The parietal lobe helps to link individual movements into a complete action. When this function is disrupted, apraxia is observed. Patients cannot perform basic actions, for example, they are not able to get dressed. This happens with Alzheimer's disease. A person simply forgets how to make the necessary movements.

The dominant area helps you feel your body, distinguish between the right and left sides, and relate parts and the whole. This regulation is involved in spatial orientation.

The non-dominant side (in right-handed people it is the right side) combines information that comes from the occipital lobes and allows you to perceive the world around you in three-dimensional mode. If the non-dominant parietal lobe is disrupted, visual agnosia may occur, in which a person is unable to recognize objects, landscapes, or even faces.

The parietal lobes are involved in the perception of pain, cold, and heat. Their functioning also ensures orientation in space.

Prognosis for damage to the temporal lobe.

The prognosis of UDP is favorable in most cases if it is possible to avoid the dangers of general trauma and those specific to UDP (bleeding from large arteries, dislocations of the brain stem) in the acute period.

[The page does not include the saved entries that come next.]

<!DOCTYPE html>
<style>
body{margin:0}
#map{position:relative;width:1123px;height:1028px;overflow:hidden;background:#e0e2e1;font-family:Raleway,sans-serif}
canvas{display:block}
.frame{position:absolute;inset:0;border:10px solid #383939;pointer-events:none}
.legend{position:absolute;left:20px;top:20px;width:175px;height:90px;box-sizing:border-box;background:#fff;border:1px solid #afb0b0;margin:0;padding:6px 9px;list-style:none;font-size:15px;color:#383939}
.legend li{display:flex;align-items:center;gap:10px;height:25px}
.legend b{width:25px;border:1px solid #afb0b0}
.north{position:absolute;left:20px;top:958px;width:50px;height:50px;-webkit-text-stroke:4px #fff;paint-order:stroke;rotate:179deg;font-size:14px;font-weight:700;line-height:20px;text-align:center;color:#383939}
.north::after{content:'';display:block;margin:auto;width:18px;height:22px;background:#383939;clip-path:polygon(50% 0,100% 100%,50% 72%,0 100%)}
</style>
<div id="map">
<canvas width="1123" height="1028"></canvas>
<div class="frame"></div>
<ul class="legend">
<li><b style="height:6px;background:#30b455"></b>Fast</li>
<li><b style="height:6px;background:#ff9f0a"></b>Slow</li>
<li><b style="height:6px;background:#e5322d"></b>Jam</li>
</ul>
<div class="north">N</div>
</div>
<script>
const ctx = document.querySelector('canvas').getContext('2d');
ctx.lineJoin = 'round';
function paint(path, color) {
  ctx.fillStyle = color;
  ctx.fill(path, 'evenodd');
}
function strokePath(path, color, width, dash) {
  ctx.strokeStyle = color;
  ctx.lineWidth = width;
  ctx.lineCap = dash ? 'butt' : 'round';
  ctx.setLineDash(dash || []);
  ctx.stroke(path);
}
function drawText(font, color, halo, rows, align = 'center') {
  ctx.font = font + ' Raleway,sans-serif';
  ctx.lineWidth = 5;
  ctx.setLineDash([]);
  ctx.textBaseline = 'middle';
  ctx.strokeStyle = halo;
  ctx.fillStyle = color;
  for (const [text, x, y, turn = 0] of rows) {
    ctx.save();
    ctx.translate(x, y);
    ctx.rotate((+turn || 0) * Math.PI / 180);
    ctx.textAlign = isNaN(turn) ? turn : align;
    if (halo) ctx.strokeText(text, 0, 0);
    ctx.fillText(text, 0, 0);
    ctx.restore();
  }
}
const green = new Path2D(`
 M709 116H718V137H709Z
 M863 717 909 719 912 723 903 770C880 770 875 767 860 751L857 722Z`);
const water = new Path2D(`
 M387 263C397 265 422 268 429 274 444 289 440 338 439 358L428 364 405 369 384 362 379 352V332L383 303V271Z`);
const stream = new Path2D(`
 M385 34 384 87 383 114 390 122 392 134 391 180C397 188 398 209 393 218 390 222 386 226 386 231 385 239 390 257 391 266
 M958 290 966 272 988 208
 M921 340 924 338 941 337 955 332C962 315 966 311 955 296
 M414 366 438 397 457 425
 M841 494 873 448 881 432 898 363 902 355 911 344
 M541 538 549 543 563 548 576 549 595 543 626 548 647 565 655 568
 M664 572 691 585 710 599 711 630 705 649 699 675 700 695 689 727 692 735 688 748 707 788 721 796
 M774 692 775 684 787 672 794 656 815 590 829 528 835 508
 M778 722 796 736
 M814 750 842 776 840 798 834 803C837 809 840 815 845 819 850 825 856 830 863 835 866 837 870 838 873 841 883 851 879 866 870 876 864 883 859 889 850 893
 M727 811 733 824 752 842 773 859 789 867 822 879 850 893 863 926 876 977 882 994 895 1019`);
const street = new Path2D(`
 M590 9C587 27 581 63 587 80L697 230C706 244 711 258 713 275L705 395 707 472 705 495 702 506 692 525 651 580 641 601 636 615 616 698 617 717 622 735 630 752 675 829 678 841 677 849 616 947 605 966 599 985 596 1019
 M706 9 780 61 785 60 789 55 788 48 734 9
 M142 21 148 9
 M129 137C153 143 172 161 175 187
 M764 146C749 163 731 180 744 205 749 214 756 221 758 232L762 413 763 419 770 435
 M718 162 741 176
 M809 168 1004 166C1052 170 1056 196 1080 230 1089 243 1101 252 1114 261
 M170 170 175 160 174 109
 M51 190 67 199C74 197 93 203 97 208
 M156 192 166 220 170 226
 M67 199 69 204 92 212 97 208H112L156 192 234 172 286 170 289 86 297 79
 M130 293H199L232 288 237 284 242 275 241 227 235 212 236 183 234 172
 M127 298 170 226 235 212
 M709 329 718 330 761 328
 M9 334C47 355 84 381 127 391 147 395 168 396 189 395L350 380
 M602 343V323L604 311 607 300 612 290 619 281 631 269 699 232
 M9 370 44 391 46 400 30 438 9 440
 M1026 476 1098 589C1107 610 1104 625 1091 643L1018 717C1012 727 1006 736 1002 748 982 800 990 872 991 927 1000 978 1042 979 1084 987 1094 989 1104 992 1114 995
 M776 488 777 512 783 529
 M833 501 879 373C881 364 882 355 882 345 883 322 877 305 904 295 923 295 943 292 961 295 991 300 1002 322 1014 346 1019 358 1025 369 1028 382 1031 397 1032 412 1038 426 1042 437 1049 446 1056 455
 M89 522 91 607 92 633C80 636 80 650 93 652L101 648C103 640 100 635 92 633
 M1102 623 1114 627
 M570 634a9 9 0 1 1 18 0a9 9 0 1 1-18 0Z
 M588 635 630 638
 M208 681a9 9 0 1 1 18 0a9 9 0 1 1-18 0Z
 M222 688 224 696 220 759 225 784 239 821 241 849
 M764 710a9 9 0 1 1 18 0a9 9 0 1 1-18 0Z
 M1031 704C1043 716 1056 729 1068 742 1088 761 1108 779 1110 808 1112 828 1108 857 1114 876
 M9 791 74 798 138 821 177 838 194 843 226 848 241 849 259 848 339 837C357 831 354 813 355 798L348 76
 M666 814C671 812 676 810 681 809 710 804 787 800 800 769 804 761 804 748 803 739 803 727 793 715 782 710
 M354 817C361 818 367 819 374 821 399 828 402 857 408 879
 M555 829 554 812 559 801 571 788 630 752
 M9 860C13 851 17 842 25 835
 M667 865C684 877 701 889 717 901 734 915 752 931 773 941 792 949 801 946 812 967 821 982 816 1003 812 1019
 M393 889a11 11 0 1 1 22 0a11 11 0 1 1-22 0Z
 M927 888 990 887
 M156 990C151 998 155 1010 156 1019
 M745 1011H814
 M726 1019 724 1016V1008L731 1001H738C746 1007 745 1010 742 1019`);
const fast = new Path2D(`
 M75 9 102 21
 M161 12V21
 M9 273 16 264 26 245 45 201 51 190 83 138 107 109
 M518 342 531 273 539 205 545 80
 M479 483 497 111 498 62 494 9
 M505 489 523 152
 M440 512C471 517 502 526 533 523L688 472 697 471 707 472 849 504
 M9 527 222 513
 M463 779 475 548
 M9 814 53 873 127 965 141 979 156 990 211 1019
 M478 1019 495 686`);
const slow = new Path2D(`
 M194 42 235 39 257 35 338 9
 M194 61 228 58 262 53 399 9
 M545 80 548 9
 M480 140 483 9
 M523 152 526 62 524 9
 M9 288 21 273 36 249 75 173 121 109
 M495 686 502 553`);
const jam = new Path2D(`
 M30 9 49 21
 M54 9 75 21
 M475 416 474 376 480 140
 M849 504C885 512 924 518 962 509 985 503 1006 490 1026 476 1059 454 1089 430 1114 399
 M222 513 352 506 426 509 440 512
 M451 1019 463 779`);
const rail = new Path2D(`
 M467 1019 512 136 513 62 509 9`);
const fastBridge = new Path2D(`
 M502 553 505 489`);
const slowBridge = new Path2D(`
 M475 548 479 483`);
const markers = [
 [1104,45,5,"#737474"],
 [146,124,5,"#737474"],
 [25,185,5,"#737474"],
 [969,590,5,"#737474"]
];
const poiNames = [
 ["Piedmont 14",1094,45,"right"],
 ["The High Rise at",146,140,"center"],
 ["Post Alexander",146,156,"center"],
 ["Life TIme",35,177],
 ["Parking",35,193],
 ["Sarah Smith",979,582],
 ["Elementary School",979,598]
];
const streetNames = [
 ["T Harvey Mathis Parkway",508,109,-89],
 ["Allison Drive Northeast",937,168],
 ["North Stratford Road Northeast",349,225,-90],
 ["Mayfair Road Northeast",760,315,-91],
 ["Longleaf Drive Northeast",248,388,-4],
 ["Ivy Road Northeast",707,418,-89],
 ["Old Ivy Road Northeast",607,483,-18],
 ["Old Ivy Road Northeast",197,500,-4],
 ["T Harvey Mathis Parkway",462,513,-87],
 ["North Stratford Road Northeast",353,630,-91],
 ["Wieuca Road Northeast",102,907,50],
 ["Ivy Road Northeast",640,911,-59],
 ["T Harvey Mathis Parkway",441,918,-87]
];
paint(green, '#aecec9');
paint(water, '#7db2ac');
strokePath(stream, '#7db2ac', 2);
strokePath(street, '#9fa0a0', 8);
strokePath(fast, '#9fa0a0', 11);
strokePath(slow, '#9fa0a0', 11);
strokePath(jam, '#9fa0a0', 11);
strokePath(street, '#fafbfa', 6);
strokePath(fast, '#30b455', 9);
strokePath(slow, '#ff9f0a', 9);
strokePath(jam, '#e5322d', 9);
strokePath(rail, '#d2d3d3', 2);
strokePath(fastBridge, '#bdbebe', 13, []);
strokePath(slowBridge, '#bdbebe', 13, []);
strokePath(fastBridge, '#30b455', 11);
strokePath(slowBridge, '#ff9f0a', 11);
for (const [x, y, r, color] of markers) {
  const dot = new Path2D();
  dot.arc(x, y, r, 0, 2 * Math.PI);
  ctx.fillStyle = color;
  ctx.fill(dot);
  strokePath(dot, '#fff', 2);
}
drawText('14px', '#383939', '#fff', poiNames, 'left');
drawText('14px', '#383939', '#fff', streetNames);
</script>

Disability in the residual period of TBI can be caused by recorded defects of higher cortical functions - sensory aphasia, alexia, agraphia, acalculia; paresis of the limbs - with damage to the internal capsule to the depth of the internal capsule; hemianopic defects, usually partial; epileptic syndromes. Timely and systematic rehabilitation measures and rational anticonvulsant therapy are important.